WHAT IS EXPECTED = For the records below, tally the lines that contain "screen" and give only that number.

PROVIDED RECORDS =

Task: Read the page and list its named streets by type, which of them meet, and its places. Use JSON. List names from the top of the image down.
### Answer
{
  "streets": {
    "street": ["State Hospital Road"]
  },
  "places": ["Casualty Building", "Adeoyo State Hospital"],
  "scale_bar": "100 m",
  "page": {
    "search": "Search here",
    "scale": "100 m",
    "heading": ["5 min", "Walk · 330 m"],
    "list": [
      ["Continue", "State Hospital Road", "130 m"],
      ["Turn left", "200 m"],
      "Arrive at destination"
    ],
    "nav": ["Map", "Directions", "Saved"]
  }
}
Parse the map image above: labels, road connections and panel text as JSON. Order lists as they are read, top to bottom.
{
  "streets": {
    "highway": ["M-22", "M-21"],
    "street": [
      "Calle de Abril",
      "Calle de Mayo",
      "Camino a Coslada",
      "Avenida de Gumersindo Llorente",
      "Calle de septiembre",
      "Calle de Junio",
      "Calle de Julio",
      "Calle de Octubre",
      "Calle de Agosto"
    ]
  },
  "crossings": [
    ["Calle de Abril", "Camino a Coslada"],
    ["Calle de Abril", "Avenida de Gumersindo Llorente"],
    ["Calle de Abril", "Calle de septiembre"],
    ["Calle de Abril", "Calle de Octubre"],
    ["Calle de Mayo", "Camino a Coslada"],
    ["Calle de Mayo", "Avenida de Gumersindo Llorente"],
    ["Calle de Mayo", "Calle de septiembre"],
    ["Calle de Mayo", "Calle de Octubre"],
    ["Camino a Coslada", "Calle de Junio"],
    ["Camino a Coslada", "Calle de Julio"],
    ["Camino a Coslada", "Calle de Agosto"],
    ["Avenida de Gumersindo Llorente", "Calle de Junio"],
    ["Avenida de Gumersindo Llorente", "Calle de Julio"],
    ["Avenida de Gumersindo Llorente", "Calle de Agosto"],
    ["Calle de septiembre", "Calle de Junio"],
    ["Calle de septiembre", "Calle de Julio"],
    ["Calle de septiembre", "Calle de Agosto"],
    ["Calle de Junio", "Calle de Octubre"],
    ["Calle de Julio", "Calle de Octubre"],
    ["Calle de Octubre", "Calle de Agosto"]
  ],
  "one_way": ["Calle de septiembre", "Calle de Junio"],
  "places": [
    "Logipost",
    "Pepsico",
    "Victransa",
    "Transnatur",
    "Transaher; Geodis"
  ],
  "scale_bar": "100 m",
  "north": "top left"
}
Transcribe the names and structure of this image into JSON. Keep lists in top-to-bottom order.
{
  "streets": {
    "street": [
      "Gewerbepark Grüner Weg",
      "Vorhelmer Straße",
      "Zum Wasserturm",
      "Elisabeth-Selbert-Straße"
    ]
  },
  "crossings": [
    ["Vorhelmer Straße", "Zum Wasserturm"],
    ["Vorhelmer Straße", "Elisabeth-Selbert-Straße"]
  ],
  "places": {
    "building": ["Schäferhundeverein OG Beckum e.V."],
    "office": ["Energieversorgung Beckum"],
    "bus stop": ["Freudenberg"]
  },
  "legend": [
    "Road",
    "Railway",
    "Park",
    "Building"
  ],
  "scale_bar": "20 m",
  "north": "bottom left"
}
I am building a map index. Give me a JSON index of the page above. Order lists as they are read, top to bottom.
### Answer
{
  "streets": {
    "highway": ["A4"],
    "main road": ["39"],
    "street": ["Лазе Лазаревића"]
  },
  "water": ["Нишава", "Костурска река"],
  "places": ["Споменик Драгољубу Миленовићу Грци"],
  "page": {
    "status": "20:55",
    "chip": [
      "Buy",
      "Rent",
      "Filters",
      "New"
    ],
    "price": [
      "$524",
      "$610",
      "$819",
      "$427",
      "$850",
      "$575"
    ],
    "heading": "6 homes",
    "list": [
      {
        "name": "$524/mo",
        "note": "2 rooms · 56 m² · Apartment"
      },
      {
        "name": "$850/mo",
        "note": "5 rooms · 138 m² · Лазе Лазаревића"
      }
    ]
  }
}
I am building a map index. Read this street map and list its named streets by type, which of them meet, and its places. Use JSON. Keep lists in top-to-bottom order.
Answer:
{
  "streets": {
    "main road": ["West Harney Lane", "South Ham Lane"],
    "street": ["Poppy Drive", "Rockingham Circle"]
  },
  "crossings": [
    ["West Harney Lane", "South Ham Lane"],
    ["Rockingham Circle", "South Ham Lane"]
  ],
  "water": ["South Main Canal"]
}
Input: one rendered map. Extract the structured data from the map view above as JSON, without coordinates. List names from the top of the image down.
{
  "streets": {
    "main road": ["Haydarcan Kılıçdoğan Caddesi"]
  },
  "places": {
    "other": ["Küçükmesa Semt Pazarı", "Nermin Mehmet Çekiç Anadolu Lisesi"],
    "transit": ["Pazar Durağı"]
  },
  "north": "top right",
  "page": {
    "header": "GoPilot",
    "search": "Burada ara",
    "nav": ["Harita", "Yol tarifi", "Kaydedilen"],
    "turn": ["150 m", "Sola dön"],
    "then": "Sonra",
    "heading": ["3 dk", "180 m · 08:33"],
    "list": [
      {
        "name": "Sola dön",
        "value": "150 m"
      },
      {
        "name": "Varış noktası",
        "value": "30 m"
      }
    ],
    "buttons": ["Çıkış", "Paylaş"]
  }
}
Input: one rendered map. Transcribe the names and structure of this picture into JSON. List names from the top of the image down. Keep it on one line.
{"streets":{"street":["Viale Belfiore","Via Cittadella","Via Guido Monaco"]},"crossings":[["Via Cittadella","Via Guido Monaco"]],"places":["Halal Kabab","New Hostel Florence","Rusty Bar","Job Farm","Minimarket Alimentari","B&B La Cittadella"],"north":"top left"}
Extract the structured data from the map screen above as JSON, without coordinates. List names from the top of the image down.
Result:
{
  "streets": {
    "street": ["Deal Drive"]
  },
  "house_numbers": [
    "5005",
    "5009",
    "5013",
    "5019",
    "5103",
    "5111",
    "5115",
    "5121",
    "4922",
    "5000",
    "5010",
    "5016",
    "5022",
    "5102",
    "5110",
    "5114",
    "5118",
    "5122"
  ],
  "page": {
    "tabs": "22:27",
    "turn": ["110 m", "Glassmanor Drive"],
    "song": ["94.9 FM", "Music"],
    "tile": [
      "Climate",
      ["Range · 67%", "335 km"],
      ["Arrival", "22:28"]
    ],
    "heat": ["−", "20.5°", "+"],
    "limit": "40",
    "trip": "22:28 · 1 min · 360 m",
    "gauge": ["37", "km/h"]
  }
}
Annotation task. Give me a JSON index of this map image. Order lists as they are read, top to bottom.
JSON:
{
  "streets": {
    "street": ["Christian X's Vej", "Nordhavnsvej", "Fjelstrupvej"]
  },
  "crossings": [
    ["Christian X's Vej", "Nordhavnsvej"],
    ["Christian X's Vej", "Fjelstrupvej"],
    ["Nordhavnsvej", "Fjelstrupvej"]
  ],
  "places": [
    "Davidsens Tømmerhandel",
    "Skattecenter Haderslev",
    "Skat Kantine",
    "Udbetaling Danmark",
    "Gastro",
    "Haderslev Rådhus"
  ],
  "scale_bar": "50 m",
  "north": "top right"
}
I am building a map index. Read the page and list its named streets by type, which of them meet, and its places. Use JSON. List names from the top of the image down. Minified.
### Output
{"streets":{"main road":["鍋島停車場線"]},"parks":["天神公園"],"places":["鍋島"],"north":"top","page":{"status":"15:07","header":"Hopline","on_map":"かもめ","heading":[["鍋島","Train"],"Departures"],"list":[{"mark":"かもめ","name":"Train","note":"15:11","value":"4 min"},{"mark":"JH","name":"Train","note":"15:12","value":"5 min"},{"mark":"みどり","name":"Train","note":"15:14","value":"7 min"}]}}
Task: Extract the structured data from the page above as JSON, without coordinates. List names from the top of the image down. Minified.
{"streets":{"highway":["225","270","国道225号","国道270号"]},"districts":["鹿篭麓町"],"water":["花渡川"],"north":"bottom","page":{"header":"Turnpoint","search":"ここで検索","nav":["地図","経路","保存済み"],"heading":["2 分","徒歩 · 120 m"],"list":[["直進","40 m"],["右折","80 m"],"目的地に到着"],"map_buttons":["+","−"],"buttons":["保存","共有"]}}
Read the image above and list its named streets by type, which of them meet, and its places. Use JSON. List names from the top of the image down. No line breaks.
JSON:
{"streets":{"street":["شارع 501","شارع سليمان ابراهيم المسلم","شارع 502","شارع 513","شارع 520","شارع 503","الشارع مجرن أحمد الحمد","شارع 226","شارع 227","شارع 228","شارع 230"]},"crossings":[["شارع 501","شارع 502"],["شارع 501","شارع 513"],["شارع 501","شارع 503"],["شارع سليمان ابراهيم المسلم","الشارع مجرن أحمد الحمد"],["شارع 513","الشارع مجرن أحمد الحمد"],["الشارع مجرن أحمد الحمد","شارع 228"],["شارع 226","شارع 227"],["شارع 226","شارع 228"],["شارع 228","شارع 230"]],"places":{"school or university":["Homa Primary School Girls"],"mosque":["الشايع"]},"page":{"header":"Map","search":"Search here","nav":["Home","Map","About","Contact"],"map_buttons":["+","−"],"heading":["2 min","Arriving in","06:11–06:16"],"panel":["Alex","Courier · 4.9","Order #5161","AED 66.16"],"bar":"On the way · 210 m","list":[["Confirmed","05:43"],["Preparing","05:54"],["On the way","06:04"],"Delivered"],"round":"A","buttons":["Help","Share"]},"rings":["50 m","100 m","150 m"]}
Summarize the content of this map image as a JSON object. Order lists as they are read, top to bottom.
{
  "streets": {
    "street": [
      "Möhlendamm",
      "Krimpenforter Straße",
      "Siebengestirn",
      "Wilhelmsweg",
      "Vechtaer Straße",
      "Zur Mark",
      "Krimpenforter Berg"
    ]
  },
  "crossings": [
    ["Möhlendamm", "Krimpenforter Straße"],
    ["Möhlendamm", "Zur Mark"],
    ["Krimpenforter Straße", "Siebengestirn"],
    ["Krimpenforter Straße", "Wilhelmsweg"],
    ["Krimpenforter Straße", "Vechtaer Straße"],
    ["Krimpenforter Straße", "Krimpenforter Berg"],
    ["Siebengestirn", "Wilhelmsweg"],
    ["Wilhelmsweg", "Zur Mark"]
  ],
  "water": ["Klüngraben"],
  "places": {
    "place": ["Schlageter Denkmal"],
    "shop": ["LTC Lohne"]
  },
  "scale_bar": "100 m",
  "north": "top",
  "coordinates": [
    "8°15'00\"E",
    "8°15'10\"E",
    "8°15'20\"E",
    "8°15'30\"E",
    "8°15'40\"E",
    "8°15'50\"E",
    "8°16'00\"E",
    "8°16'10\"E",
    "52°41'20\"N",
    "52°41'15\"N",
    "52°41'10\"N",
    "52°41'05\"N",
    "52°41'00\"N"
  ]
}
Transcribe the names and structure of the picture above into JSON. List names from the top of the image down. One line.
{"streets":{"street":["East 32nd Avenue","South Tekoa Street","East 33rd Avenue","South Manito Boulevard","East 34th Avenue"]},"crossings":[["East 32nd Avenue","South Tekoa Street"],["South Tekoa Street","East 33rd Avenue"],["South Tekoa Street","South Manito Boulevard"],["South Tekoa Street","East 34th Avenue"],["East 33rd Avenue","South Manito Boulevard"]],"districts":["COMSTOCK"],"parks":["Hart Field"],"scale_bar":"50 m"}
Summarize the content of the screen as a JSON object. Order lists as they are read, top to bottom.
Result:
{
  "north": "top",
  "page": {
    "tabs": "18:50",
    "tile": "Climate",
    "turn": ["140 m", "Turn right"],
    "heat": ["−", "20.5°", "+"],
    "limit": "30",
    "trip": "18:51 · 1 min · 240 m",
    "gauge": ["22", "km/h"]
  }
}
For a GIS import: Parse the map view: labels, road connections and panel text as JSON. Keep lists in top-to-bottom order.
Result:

RESPONSE AREA = 2